### Task item
Which lines of the data below include the string "strokePath"? Return each of them.

(Records excerpted from a collection)
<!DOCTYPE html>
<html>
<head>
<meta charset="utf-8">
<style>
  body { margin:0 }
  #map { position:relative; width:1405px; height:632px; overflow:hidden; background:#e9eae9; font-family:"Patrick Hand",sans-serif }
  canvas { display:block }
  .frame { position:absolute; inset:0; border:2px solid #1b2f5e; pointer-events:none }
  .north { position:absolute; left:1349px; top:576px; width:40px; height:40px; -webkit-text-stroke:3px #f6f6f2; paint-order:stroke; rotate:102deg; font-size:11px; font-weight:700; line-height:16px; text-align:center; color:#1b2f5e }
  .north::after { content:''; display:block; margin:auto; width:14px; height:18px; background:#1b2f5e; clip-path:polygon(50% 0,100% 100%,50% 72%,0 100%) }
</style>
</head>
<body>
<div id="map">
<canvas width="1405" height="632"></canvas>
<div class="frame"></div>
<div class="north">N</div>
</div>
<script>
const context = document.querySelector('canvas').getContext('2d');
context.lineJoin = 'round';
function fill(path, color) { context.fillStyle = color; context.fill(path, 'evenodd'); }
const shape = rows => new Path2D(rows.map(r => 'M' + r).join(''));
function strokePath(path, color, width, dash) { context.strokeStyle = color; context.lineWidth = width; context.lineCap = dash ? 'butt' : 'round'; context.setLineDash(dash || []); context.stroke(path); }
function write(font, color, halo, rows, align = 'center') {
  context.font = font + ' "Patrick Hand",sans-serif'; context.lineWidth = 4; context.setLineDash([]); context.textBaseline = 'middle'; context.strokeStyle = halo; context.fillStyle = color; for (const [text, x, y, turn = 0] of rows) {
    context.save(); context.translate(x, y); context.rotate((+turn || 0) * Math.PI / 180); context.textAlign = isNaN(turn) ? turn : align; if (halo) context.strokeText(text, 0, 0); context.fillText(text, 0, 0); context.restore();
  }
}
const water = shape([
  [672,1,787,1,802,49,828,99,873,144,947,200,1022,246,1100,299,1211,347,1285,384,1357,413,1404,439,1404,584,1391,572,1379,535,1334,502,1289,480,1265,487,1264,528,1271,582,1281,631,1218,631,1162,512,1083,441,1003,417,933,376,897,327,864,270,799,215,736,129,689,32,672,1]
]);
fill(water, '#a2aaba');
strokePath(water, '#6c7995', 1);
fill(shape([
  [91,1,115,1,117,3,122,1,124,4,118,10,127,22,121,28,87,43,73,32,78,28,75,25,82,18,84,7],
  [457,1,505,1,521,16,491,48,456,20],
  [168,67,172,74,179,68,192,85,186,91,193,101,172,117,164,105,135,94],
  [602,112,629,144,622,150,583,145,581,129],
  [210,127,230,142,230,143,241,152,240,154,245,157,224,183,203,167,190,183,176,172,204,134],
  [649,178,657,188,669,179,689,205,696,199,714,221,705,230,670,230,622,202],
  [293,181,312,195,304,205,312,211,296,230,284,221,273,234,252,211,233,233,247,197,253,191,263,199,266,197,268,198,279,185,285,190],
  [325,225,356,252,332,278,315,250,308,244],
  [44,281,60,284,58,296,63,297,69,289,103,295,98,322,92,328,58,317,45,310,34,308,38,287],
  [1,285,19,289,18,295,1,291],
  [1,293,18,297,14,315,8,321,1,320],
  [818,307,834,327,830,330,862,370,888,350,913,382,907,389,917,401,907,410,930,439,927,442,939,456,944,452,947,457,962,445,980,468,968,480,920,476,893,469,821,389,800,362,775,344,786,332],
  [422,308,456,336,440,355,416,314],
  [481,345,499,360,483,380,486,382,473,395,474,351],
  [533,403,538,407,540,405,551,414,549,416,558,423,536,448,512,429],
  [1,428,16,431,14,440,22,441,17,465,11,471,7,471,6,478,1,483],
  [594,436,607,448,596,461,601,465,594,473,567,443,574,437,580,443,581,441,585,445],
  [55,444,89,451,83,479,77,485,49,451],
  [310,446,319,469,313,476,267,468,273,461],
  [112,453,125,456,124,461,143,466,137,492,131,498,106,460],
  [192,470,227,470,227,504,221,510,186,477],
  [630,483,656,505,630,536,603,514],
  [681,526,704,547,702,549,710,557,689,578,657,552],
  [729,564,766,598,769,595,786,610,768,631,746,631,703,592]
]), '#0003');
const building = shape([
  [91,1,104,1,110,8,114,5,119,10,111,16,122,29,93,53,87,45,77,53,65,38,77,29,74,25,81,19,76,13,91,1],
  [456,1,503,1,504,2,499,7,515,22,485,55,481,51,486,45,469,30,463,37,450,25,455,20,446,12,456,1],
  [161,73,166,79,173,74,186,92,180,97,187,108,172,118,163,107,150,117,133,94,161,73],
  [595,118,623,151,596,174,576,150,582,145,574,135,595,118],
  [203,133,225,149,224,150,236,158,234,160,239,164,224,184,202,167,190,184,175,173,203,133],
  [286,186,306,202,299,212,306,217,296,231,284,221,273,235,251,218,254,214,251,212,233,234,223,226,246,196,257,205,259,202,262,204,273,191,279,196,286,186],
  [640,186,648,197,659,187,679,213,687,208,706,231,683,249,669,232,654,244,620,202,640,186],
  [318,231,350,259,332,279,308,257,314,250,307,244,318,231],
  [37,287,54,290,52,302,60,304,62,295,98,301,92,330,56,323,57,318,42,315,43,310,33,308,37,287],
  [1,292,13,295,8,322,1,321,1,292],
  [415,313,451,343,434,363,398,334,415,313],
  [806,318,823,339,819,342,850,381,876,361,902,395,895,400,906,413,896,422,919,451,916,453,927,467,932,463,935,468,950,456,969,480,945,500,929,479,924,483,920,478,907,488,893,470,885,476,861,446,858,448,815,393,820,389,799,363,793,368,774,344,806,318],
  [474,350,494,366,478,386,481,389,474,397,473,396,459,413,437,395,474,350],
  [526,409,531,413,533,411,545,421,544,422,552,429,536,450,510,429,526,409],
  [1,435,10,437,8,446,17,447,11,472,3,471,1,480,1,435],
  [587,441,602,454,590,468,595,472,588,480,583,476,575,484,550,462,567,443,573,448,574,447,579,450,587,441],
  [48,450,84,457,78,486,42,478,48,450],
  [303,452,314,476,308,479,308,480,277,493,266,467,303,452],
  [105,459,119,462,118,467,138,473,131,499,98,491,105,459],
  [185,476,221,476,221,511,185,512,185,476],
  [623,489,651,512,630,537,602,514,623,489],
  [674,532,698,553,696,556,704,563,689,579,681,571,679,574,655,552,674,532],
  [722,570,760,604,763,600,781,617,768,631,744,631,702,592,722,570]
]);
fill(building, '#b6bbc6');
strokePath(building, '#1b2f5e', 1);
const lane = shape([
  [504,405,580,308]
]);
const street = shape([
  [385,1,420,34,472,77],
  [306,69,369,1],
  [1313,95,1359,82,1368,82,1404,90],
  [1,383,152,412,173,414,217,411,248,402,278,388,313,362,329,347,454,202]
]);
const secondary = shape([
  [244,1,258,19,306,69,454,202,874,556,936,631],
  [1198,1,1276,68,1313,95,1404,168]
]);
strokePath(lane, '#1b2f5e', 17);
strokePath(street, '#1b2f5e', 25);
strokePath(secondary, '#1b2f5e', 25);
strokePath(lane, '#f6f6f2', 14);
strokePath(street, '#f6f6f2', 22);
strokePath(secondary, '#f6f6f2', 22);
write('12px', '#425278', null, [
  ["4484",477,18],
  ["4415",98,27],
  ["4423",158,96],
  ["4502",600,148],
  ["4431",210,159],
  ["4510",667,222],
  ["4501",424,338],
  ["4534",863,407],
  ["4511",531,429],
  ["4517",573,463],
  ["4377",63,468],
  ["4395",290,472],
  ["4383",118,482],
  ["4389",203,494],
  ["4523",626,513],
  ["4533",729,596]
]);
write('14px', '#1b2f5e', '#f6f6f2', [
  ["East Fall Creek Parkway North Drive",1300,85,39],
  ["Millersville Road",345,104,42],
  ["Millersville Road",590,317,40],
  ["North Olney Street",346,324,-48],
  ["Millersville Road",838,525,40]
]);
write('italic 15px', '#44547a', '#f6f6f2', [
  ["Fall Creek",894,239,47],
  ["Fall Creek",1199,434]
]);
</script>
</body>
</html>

### Answer to the exercise
function strokePath(path, color, width, dash) { context.strokeStyle = color; context.lineWidth = width; context.lineCap = dash ? 'butt' : 'round'; context.setLineDash(dash || []); context.stroke(path); }
strokePath(water, '#6c7995', 1);
strokePath(building, '#1b2f5e', 1);
strokePath(lane, '#1b2f5e', 17);
strokePath(street, '#1b2f5e', 25);
strokePath(secondary, '#1b2f5e', 25);
strokePath(lane, '#f6f6f2', 14);
strokePath(street, '#f6f6f2', 22);
strokePath(secondary, '#f6f6f2', 22);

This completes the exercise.